La maleta de Sofía, sin que ella se diera cuenta, ya había sido abierta por aquella mujer de mediana edad.
Al ver la escena, Sofía frunció el ceño:
—¿Qué estás haciendo?
La otra, al verla llegar, mantuvo intacta su actitud prepotente:
—Voy a rescindir el contrato contigo. Desde ahora, ya no puedes vivir en esta casa.
Sofía soltó una risa incrédula ante semejante descaro:
—He pagado la renta. ¿Con qué derecho me sacas?
—Con el derecho de ser la dueña. Si yo digo que no te quedas, entonces tienes que largarte.
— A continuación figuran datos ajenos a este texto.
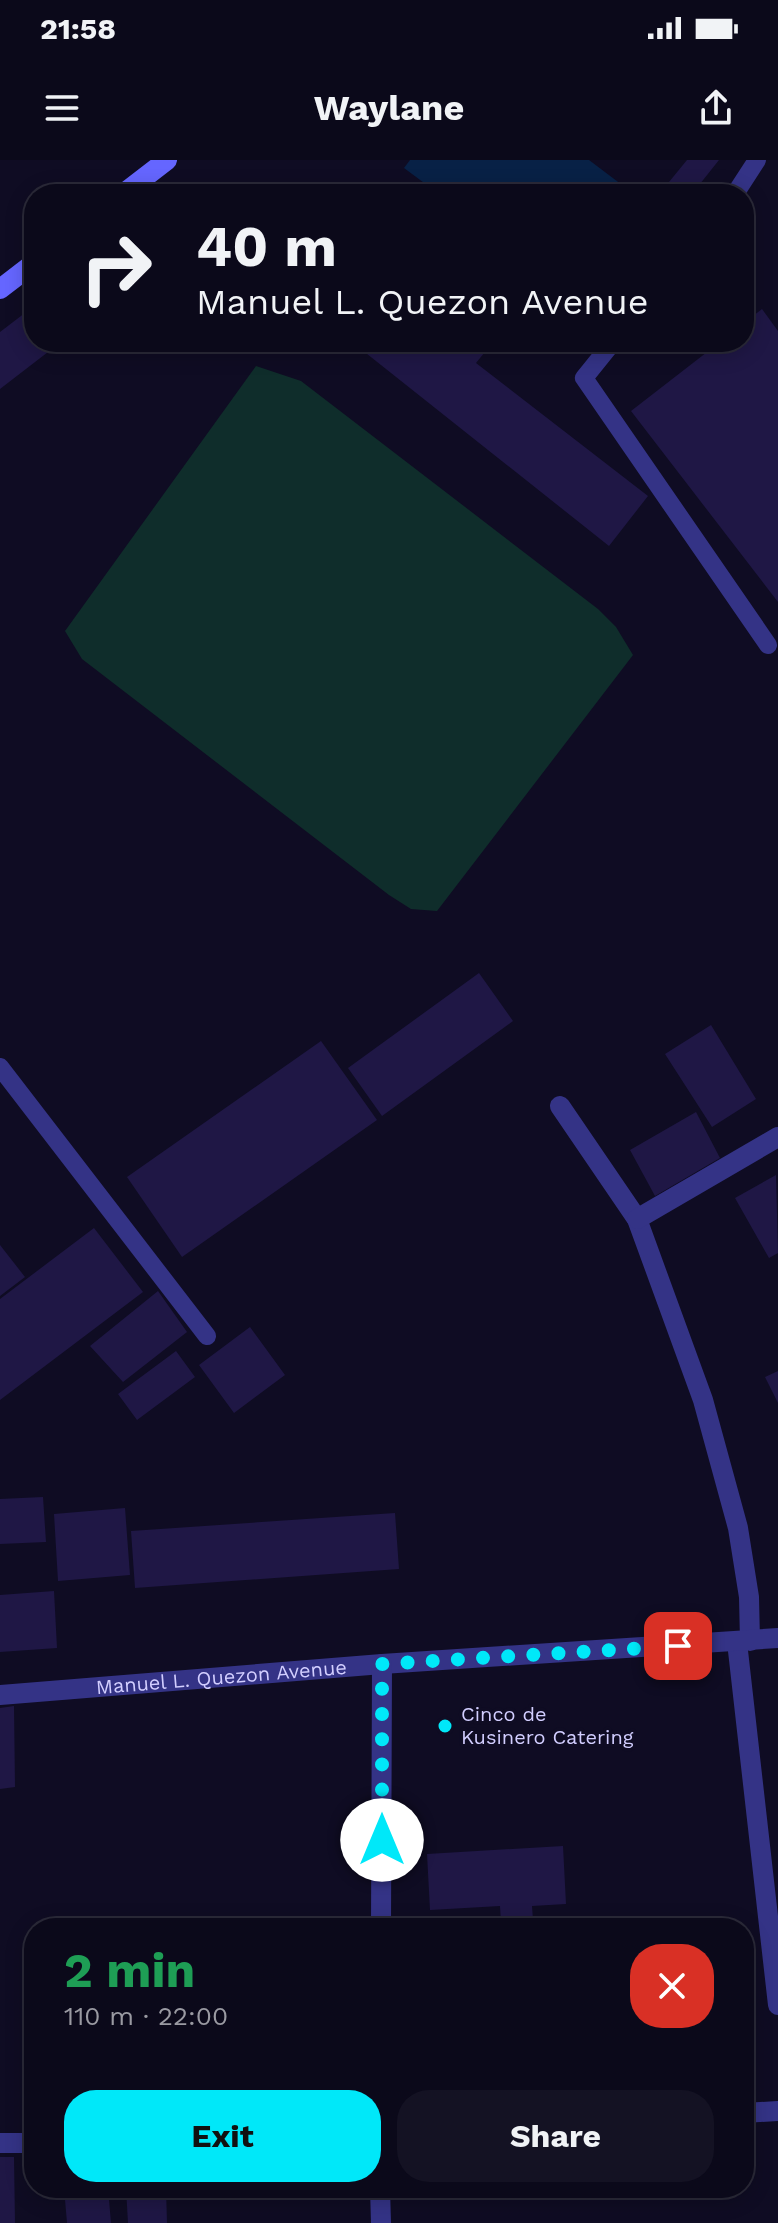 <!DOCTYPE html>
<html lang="en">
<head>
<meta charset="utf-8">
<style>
	:root { --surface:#0b091a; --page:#141223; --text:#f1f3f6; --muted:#9a9aa2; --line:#2b2a39; --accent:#00e8f9 }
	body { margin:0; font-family:"Work Sans",sans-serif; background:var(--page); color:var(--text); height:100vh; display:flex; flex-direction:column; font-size:30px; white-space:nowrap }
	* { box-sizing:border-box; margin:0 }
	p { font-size:26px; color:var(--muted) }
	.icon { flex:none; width:44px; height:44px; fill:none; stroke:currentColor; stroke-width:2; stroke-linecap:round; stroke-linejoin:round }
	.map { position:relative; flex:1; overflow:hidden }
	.details { position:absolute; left:24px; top:1758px; width:730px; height:280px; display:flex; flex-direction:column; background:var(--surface); border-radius:32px; box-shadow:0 4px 20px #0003,0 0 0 2px var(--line) }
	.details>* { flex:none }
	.guide { position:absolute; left:24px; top:24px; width:730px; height:168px; border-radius:32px; box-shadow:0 4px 20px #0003,0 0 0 2px var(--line); background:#0b091a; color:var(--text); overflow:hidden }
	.pin { position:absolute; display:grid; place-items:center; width:68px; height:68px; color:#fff; margin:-34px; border-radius:16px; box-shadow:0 4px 12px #0006 }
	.me { position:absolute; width:88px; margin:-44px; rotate:0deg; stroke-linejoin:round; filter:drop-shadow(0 0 6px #0008) }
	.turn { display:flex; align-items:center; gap:28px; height:168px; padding:0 40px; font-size:36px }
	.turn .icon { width:104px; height:104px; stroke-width:2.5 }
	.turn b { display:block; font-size:56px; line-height:68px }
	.round { display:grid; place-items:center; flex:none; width:84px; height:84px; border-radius:32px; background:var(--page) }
	.head { display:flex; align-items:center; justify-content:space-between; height:136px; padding:0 40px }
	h1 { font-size:48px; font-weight:700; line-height:60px; color:#1e9e55 }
	.primary-button { display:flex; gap:16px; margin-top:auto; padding:16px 40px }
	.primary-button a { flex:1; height:92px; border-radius:32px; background:var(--accent); color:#111; font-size:32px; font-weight:700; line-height:92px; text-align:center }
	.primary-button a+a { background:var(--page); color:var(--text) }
	.status { display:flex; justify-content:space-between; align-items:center; height:56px; padding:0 40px; background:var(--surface); direction:ltr }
	.status svg { height:22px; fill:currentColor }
	header { display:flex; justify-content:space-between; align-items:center; height:104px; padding:0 40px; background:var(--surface); font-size:36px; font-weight:700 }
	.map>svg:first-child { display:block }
</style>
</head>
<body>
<div class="status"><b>21:58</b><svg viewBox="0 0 49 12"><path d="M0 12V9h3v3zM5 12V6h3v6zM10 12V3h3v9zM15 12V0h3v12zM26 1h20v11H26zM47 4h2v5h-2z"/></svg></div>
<header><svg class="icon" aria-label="menu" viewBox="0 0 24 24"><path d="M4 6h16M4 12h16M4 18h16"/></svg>Waylane<svg class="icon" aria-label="share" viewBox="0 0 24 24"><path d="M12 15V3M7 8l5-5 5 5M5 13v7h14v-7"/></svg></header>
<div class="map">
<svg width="778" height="2063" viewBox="0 0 778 2063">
	<rect width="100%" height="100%" fill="#0f0c23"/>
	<path fill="#0f2d2b" d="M256,206L301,221L598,449L616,467L633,495L437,751L411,749L389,735L82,499L65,471Z
		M489,1761V1768H416V1763Z"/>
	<path fill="#082146" d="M410,0H589L634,34H439L404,8Z"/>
	<path fill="#1f1745" d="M687,0H719L692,34H684L669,22Z
		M34,146V182H61L0,229V172Z
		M762,149L778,171V442L631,251L720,182H744V163Z
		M352,182H493L476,203L648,336L609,386Z
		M479,813L513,861L382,956L348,908Z
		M711,865L756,939L712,967L665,894Z
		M321,881L377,960L182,1097L127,1017Z
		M696,952L720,998L655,1036L630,990Z
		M776,1015L778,1093L769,1098L735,1038Z
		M94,1068L143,1132L0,1240V1139Z
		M0,1085L25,1117L0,1136Z
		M158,1131L187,1172L123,1222L90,1186Z
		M250,1167L285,1215L234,1253L199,1205Z
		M176,1191L195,1217L137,1260L118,1234Z
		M778,1211V1243L765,1217Z
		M43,1337L46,1382L0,1384V1339Z
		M125,1348L130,1415L58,1421L54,1354Z
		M395,1353L399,1409L135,1428L131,1371Z
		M54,1431L57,1488L0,1492V1435Z
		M14,1546L15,1627L0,1629V1548Z
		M563,1686L566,1744L532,1746L533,1760L568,1759V1768H498V1764L501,1763L500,1746L430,1750L427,1694Z
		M0,1997H14L15,2063H0Z
		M64,2028H108L111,2063H67Z
		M126,2028H166L167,2063H128Z"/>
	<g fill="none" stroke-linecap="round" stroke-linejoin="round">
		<path stroke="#343386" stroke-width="18" d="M735,34L757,0
			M613,182L584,218L768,485
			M0,907L207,1176"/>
		<g stroke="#343386" stroke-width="20">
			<path d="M560,946L637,1059L703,1240L738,1368L749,1437L750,1481"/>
			<path d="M637,1059L778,977"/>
			<path d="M737,1482L778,1845"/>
			<path id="s1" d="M0,1535L382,1504L778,1478"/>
			<path d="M381,1768L382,1504"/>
			<path d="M744,1953L778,1951"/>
			<path d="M0,1983H34"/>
			<path d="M380,2028L381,2063"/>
		</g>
		<path stroke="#6566ff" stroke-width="20" d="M123,34L167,0
			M0,129L34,103"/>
	</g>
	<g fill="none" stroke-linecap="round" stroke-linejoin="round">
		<path stroke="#00e8f9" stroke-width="14" stroke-dasharray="0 25.2" d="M382,1680V1504L678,1486"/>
	</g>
	<circle fill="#00e8f9" stroke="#0f0c23" stroke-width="3" cx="445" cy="1566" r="8"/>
	<g text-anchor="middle" stroke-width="7" stroke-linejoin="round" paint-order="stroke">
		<g font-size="20" fill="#d2ceff" stroke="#0f0c23">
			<text dy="7" stroke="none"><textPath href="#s1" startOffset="222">Manuel L. Quezon Avenue</textPath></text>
		</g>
		<g font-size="20" fill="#d2ceff" stroke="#0f0c23" text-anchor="start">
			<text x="461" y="1561">Cinco de<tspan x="461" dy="23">Kusinero Catering</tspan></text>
		</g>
	</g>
</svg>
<div class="pin" style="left:678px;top:1486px;background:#d93025"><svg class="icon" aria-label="arrive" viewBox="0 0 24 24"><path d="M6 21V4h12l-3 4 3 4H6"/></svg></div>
<svg class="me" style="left:382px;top:1680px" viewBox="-20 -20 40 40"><circle r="19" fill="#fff"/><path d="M0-13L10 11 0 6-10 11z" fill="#00e8f9"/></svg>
<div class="guide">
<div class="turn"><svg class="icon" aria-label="right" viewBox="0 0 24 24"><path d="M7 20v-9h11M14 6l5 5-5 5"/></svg><div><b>40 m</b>Manuel L. Quezon Avenue</div></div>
</div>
<section class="details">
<div class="head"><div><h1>2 min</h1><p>110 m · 22:00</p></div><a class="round" style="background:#d93025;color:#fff"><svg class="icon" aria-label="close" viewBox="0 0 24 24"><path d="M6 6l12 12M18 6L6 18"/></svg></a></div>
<div class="primary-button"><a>Exit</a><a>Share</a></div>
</section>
</div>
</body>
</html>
El rostro de la casera se tensó con un gesto agrio y venenoso:
—Esta casa es un lugar decente. No puedo permitir que alguien como tú se instale aquí. Si después los próximos inquilinos se enferman, ¿qué hago yo? ¿A quién se la alquilo?
—¿Qué quieres decir con eso? ¿Qué enfermedad?
—No te hagas la inocente. Todo el vecindario sabe lo tuyo. Apenas llegaste y ya recibiste a tres tipos. ¿Quién me asegura que mañana no vas a traer aquí toda la porquería del mundo?